Hace unas semanas publiqué La Guerra de los Extremos, una columna en la que, sucintamente, explico los tópicos principales del debate político contemporáneo: el neoconservadurismo, el libertarismo y el progresismo radical, y como estas tendencias han devenido en posturas extremistas que niegan al otro y destruyen la posibilidad del diálogo y la convivencia democráticos.
Lo sucedido ayer en Chile en la mejor demostración de esta nueva configuración de las ideologías a nivel mundial, con matices europeos, norteamericanos, latinoamericanos, pero mundial, finalmente. En 2019-2020, las multitudes chilenas se alzaron demandando reformas socioeconómicas para palear las enormes desigualdades de un país entre los más ricos de la región, pero cuya redistribución de la riqueza impide que el bienestar alcance a las grandes mayorías.
Las protestas derivaron en una Convención Constitucional que redactó el borrador de una Carta Magna en el que las plataformas de lucha culturales de los progresismos radicales desplazaron a un segundo plano las demandas sociales de las mayorías. De esta manera, las agendas feministas y LGTBI, muchas de ellas justas, ocuparon el lugar central del texto constituyente y muchos celebraron que Chile estaba a punto de aprobar la Primera Constitución de Género en el mundo. Al final, la ciudadanía rechazó largamente la propuesta que, justa o no, no representaba fielmente las motivaciones tras las protestas de 2019 y 2020.

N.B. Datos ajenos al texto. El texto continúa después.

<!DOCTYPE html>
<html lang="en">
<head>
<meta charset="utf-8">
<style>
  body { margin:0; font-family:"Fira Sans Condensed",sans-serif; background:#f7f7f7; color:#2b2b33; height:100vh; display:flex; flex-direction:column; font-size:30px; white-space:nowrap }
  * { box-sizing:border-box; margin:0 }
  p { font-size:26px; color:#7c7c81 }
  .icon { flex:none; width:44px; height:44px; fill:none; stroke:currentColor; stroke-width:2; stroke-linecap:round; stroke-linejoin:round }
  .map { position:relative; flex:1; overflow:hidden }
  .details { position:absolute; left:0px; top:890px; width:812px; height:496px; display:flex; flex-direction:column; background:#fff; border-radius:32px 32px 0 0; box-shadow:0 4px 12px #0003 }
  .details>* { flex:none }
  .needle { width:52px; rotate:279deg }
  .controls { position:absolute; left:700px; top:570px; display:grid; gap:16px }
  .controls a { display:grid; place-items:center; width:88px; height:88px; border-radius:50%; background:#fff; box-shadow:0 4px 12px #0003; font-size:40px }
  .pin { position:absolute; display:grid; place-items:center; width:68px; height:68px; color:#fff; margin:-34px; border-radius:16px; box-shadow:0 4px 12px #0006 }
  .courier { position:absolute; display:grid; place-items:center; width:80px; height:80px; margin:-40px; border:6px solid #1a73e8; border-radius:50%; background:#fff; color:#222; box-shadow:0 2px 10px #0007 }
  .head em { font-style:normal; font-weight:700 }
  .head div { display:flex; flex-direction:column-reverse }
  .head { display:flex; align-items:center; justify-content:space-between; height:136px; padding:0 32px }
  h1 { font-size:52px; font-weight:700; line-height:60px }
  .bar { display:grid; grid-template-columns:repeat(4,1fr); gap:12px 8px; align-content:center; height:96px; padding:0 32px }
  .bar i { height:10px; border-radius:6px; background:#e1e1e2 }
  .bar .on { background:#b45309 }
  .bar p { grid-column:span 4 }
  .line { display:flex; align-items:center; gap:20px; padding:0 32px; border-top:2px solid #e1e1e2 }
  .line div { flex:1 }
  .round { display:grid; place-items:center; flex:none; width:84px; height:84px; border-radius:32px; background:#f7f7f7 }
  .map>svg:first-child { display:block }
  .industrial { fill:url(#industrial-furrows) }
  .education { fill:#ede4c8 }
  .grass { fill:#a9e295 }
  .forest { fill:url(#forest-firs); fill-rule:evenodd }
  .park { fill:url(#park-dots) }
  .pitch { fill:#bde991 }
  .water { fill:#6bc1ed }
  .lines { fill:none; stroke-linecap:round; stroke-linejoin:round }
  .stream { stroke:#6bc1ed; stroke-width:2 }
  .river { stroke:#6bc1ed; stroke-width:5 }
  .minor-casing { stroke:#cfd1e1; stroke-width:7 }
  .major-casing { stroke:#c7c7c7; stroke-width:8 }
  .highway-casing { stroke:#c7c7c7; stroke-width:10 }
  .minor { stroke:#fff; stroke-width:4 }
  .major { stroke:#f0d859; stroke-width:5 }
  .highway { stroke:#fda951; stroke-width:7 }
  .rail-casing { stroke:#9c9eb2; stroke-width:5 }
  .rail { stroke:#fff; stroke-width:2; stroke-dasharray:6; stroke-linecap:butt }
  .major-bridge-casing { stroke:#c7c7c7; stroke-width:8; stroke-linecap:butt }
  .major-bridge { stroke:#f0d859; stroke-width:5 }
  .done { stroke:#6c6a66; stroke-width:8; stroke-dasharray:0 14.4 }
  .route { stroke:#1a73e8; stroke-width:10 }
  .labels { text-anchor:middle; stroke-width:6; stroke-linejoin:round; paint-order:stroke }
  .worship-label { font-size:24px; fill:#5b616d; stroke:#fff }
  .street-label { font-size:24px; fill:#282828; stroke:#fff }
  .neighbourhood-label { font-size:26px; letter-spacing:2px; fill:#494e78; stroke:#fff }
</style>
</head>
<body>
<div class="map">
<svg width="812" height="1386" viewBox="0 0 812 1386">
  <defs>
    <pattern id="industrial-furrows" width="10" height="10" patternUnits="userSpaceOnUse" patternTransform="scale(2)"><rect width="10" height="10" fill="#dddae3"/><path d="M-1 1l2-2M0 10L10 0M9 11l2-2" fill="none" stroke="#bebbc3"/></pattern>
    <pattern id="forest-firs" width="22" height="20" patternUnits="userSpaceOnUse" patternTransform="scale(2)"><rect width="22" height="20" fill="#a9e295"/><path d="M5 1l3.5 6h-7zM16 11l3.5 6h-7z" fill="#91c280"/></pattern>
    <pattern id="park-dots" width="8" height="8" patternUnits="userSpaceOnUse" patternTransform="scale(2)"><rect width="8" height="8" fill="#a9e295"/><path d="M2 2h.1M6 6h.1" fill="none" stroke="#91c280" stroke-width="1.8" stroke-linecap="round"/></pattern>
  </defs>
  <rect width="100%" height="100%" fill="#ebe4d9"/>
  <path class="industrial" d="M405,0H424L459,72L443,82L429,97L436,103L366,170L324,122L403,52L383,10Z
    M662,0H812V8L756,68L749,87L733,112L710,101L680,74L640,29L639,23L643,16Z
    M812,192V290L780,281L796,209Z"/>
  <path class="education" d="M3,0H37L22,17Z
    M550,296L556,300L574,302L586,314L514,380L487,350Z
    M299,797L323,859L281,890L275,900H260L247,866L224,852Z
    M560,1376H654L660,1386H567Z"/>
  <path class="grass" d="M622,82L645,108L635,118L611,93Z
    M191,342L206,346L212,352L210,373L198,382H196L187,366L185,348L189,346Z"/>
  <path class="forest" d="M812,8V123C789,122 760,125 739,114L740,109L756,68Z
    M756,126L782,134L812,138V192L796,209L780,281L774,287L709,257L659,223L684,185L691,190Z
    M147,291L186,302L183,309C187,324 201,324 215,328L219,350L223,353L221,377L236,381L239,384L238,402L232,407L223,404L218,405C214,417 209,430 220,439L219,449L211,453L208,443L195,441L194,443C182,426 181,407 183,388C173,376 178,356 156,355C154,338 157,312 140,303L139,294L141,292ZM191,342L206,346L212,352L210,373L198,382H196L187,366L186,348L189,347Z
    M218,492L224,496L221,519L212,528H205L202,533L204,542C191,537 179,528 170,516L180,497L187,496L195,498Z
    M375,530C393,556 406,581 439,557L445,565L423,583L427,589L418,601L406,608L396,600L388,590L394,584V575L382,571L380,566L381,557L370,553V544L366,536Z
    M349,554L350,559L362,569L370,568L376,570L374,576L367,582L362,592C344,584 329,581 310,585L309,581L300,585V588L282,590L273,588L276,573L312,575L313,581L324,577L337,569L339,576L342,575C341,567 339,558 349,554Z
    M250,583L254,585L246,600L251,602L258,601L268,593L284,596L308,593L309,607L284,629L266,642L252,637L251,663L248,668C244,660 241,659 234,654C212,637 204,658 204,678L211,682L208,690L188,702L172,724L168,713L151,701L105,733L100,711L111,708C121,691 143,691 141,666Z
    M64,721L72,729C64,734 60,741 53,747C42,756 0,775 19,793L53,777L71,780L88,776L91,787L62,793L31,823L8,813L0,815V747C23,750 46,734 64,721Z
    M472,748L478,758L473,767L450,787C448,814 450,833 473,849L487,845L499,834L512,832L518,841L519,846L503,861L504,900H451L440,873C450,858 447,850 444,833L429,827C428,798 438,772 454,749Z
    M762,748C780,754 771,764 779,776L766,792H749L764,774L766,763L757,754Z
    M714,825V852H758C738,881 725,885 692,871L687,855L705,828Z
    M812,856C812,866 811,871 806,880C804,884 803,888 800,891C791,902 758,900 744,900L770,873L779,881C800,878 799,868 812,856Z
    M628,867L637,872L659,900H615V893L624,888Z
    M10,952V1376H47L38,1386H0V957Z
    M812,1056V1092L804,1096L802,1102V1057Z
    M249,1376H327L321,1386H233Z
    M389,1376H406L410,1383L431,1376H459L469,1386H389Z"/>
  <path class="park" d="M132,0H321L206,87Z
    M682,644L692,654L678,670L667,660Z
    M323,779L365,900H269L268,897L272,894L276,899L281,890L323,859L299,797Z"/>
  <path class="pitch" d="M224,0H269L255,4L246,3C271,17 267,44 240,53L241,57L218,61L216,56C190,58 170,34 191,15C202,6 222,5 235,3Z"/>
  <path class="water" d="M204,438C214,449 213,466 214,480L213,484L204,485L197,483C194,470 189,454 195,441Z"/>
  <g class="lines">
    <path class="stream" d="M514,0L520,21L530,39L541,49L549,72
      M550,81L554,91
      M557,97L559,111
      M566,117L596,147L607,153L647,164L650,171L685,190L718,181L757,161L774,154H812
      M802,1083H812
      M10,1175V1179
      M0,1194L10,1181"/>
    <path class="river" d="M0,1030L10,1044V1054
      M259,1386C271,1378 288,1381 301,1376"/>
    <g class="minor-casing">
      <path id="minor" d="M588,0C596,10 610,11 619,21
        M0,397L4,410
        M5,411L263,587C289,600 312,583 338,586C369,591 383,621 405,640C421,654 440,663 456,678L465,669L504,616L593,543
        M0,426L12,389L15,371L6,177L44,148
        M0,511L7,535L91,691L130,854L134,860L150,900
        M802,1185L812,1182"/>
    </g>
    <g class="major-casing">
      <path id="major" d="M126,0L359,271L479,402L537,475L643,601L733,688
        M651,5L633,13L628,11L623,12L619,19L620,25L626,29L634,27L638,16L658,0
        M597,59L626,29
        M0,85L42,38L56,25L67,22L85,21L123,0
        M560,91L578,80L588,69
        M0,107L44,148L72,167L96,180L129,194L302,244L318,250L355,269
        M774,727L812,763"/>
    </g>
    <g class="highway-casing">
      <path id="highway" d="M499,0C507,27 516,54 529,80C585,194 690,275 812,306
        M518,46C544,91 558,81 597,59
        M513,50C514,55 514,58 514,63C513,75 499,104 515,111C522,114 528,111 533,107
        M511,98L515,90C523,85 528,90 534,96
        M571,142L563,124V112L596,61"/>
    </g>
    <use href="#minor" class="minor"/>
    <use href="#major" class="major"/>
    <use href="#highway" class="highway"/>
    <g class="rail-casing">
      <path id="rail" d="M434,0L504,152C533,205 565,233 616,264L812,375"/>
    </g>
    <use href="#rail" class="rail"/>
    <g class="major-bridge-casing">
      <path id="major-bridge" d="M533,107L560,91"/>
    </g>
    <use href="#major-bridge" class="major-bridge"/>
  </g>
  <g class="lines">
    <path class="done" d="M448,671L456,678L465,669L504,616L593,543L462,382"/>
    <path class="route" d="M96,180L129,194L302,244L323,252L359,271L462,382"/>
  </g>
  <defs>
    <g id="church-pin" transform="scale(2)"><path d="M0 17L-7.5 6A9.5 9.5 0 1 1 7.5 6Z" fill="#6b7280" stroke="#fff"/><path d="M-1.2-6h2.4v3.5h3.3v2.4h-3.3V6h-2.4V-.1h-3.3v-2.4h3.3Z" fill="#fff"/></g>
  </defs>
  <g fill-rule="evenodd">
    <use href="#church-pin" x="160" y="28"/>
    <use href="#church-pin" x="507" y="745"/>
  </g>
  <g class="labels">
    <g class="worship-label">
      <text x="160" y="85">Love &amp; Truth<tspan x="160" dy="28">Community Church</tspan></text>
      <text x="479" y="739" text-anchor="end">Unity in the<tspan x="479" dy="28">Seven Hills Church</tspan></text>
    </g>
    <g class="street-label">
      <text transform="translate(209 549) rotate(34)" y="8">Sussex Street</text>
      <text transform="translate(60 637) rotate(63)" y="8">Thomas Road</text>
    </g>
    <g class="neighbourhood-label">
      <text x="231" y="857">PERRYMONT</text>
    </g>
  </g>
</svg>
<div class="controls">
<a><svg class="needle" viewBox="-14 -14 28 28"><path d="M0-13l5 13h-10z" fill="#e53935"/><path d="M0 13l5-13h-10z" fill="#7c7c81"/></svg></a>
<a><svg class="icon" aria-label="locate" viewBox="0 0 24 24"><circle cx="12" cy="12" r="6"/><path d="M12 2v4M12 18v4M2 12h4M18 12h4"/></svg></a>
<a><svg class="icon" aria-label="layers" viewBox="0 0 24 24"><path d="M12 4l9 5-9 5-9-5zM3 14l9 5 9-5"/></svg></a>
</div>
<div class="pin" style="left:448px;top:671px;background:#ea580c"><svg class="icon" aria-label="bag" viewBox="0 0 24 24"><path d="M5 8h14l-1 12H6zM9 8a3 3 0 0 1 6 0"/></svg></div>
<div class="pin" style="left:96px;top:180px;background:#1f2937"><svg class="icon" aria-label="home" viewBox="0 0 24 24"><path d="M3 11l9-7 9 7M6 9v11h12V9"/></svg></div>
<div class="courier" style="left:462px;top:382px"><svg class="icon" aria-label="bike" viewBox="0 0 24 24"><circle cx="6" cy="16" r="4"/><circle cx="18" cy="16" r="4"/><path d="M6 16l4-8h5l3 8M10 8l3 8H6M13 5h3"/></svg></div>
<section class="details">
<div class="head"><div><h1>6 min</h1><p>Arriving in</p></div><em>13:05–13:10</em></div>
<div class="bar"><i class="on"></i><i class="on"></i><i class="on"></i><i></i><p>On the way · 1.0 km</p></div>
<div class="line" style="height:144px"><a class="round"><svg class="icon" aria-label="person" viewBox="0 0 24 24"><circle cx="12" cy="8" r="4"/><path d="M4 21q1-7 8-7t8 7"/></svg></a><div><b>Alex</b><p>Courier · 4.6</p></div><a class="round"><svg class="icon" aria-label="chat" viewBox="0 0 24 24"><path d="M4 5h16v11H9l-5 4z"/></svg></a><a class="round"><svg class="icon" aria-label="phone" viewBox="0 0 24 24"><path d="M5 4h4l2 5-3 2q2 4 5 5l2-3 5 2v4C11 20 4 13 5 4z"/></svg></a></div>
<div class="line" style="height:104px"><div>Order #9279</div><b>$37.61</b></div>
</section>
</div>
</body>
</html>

Los supuestos excesos de dicho texto constitucional fueron canalizados por la derecha cercana al pinochetismo de José Antonio Kast y su conservador Partido Republicano quienes impusieron condiciones en la elaboración de un borrador de Carta Magna supletorio. Los derechistas también interpretaron mal el mensaje. La nueva propuesta no mencionaba una sola vez la palabra género, ni menos las siglas LGTBI; apostó abiertamente por un solo modelo de familia de padres heterosexuales y ni siquiera era contundente y proactivo respecto de las reformas sociales tan esperadas y reclamadas por los chilenos. Cuando el 4 de septiembre de 2022 se produjo en Chile el primer plebiscito constitucional, la campaña por el “no apruebo” utilizó la consigna “Así No”, pues la respuesta de ayer, 17 de diciembre, les ha respondido: “Así Tampoco”.

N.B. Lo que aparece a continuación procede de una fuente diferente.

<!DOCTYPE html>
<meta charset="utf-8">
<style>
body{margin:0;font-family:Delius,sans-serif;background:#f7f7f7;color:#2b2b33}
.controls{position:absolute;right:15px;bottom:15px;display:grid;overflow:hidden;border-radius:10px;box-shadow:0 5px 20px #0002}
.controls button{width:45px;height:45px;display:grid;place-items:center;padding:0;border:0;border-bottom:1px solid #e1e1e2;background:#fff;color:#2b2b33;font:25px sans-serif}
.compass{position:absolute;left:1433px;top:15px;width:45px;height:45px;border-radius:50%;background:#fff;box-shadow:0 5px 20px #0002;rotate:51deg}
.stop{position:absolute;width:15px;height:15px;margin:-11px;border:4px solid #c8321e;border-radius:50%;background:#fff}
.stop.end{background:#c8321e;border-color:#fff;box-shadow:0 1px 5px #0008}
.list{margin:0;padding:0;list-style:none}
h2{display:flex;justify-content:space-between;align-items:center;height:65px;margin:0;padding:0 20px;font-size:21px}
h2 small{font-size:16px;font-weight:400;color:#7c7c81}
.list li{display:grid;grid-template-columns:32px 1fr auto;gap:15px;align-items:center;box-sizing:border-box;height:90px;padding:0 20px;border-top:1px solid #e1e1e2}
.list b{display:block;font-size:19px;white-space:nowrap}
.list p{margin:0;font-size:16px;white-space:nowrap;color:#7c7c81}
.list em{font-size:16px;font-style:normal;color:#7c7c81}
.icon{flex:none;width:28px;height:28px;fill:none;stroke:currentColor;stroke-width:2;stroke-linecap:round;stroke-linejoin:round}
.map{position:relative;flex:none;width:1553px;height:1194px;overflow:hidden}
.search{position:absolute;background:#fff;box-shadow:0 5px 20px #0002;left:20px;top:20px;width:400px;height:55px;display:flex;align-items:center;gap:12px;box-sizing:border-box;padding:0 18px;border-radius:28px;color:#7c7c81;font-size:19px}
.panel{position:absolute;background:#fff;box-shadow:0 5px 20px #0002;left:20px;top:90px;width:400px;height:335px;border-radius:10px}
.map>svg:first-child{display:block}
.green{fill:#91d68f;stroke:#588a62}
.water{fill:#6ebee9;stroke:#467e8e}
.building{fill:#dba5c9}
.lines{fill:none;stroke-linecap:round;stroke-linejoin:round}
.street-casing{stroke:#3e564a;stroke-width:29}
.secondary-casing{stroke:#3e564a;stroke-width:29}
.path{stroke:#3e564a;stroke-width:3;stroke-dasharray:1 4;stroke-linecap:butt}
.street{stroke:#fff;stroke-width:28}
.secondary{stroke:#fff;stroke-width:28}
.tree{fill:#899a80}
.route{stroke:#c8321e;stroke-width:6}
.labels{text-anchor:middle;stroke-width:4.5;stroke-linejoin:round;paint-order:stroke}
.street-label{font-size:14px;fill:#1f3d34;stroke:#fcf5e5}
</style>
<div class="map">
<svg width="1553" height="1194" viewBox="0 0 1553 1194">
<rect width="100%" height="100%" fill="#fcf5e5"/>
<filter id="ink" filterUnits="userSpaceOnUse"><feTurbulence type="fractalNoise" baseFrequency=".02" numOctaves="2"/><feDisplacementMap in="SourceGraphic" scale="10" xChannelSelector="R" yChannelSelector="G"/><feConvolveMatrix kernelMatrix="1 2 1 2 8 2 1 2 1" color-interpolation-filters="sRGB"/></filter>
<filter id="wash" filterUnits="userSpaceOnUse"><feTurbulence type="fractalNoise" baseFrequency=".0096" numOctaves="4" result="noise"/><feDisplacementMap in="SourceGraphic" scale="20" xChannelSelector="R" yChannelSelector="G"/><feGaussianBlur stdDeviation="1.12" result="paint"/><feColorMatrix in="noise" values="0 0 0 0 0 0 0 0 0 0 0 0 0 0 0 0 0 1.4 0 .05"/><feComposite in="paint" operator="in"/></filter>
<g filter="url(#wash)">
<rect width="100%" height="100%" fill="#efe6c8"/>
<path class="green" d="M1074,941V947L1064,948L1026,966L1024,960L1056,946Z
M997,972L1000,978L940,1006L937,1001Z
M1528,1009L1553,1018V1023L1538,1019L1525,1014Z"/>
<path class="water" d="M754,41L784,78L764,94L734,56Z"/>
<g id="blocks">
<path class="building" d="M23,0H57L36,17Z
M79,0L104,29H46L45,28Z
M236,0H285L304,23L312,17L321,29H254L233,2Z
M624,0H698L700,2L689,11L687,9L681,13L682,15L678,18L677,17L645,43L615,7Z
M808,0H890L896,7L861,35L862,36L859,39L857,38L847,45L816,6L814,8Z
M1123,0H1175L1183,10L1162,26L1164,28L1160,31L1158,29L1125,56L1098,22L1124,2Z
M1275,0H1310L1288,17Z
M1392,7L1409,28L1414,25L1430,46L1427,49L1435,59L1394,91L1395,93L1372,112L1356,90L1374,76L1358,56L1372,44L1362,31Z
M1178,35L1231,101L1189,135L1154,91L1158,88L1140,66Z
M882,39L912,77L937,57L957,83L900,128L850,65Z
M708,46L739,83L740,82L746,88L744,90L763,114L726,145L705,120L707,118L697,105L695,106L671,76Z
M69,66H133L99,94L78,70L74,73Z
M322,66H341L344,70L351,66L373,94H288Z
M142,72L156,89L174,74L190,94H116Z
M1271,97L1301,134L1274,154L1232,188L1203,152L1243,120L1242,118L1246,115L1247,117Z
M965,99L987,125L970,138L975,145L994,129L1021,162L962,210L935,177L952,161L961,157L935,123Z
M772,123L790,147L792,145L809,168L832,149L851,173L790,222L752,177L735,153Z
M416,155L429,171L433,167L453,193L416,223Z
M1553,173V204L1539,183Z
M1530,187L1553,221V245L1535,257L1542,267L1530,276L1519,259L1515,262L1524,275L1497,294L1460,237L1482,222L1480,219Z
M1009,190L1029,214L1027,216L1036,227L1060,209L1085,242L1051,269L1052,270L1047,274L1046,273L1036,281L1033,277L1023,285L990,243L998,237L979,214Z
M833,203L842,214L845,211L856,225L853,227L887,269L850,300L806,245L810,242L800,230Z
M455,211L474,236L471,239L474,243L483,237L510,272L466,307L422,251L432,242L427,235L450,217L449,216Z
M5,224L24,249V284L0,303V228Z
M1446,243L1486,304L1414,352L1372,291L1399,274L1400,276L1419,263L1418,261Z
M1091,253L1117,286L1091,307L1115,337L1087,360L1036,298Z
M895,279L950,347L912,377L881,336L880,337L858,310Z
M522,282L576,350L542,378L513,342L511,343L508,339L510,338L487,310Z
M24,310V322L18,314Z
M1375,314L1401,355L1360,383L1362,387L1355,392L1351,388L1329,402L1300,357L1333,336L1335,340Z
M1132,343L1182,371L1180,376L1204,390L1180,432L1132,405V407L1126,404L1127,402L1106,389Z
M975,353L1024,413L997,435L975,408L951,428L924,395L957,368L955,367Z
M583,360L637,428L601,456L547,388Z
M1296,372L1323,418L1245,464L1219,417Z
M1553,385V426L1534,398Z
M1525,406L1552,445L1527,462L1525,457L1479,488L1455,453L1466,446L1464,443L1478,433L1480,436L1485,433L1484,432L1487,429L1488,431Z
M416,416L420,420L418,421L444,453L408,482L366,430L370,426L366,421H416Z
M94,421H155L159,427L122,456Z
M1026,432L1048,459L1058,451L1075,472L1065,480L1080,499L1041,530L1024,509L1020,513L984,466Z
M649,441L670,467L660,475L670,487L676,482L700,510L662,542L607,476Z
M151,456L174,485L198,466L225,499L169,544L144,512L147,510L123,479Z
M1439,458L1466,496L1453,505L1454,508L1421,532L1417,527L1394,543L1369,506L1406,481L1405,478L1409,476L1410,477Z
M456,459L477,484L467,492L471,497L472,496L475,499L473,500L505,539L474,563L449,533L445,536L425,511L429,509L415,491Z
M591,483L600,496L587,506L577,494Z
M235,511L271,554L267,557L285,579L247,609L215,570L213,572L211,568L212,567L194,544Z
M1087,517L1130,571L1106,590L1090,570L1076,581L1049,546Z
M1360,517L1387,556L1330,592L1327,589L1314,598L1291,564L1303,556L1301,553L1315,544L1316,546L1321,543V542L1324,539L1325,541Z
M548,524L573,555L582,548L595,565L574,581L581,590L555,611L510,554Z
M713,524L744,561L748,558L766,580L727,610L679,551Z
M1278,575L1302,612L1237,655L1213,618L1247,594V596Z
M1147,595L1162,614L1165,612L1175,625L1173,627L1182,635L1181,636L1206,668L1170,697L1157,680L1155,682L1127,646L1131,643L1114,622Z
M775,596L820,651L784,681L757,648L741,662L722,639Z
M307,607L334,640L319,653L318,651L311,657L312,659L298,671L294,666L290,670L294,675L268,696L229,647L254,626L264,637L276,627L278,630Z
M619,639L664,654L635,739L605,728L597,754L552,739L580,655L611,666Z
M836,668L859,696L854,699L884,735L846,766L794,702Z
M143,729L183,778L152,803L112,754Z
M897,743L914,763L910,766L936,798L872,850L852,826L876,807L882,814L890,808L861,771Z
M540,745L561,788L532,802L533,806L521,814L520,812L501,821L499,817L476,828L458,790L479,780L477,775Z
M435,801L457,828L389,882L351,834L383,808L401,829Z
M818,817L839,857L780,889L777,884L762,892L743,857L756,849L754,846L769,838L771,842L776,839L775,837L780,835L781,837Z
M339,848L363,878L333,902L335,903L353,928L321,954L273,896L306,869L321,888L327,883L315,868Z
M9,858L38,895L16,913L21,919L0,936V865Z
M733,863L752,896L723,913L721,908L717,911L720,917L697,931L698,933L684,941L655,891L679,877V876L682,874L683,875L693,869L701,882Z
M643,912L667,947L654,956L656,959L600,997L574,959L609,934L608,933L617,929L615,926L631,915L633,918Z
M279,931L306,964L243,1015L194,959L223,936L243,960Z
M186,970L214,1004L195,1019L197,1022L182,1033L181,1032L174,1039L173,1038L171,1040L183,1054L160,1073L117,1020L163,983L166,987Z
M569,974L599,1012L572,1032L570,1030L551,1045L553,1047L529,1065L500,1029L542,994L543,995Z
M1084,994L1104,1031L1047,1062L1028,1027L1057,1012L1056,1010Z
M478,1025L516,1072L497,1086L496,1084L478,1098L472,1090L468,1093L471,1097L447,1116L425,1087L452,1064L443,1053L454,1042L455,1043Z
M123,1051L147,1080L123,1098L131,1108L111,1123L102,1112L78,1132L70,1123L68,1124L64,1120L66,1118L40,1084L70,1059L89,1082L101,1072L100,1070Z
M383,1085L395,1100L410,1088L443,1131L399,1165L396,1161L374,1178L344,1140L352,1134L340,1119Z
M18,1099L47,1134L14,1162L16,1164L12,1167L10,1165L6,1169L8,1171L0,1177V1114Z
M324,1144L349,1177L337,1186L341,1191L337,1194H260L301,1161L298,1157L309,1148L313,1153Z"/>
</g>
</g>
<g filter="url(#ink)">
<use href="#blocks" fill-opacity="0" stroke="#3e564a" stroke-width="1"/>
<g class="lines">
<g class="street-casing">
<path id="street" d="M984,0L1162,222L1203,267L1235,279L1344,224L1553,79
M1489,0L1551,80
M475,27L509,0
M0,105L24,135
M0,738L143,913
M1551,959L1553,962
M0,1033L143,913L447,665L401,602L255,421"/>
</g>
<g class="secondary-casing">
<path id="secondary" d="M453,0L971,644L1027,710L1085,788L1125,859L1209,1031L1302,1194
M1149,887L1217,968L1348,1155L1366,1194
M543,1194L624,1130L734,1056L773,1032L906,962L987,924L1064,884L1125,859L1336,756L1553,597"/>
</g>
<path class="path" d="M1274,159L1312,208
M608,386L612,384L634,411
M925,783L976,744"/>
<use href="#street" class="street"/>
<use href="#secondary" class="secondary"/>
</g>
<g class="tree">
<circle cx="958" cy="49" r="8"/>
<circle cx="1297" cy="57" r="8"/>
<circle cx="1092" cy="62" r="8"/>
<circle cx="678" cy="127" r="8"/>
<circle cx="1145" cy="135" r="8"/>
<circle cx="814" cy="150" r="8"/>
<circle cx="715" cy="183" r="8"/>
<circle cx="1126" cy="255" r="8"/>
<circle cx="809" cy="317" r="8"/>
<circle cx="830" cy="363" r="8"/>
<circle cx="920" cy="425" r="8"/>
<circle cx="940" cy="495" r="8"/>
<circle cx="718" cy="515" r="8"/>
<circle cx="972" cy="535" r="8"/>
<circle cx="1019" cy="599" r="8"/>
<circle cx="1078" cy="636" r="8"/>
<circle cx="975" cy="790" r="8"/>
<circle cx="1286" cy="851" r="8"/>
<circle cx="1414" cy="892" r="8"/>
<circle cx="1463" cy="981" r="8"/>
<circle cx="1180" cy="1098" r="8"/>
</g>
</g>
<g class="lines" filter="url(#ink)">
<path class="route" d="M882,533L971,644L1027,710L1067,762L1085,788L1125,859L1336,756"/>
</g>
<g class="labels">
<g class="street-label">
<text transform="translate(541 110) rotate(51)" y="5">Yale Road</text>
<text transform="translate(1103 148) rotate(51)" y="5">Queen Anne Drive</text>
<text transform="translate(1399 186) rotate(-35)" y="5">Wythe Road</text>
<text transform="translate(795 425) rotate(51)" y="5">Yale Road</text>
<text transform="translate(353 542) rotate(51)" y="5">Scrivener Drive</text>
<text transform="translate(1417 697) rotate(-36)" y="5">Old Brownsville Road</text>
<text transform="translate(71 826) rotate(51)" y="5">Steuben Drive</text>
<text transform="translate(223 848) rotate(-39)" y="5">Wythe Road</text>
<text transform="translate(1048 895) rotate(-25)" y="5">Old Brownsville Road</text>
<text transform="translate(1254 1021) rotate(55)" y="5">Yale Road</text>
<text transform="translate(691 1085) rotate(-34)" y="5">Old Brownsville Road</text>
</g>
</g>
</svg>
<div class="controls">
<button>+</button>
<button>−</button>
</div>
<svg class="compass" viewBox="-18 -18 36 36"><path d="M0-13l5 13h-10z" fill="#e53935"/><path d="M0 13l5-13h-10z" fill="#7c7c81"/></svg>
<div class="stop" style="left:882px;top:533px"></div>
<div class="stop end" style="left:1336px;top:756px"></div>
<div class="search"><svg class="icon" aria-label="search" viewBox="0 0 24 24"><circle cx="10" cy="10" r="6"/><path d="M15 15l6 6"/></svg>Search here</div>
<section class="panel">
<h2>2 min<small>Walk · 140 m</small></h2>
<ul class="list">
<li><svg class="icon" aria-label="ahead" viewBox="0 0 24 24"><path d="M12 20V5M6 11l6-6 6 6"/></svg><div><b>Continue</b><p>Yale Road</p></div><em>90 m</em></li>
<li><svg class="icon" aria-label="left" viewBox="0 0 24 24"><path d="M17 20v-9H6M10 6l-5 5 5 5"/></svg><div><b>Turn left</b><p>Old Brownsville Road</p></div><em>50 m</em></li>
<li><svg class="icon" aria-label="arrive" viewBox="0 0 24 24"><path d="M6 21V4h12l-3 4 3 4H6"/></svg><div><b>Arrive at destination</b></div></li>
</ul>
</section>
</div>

En su mensaje a la Nación, de ayer, tras conocerse los resultados, un aplomado Gabriel Boric les restó cualquier tinte triunfalista a sus palabras, a pesar de que la campaña de la derecha quiso convertir el plebiscito en un referéndum en el cual votar por la nueva Carta Magna era votar contra en mandatario, que además presentaba bajos índices de popularidad. Al final, Boric ha decidido cerrar ya el capítulo constitucional y anunciar que su gobierno ingresa a una etapa en la que se ocupará prioritariamente de las reformas sociales por las que se levantaron los chilenos en 2019-2020.
La apuesta de Boric nos parece la más sensata. Lo que no nos parece sensato es que la clase política chilena, de derecha y de izquierda, lo que incluye, ciertamente, a su Primer Mandatario, no haya sido capaz de concertar, en casi 4 años, un texto constitucional equilibrado que pudiese estar al alcance del voto ciudadano mayoritario, condenando así al emprendedor país del sur de América a una tensión desgastante y muchas expectativas frustradas.
Una pregunta que nos deja Chile es hasta qué punto las derechas e izquierdas extremas de hoy, que no son las del siglo XX, representan más a élites o vanguardias políticas minoritarias que a las mayorías ciudadanas. Los grandes derrotados en Chile, más allá de maniqueísmos, son precisamente el libertarismo, el neoconservadurismo y el progresismo radical. Enfrentamos así, un divorcio entre dirigentes y dirigidos, entre la clase político y el pueblo que aquella dice y cree representar. Entonces el espacio para el centro democrático, ceñido a los derechos universales de 1948, sigue abierto, faltan las personas, los representantes, los interlocutores, los que lo hagan suyo nuevamente. Y el caso chileno, que abre una ventana de oportunidad, podría ser expansivo.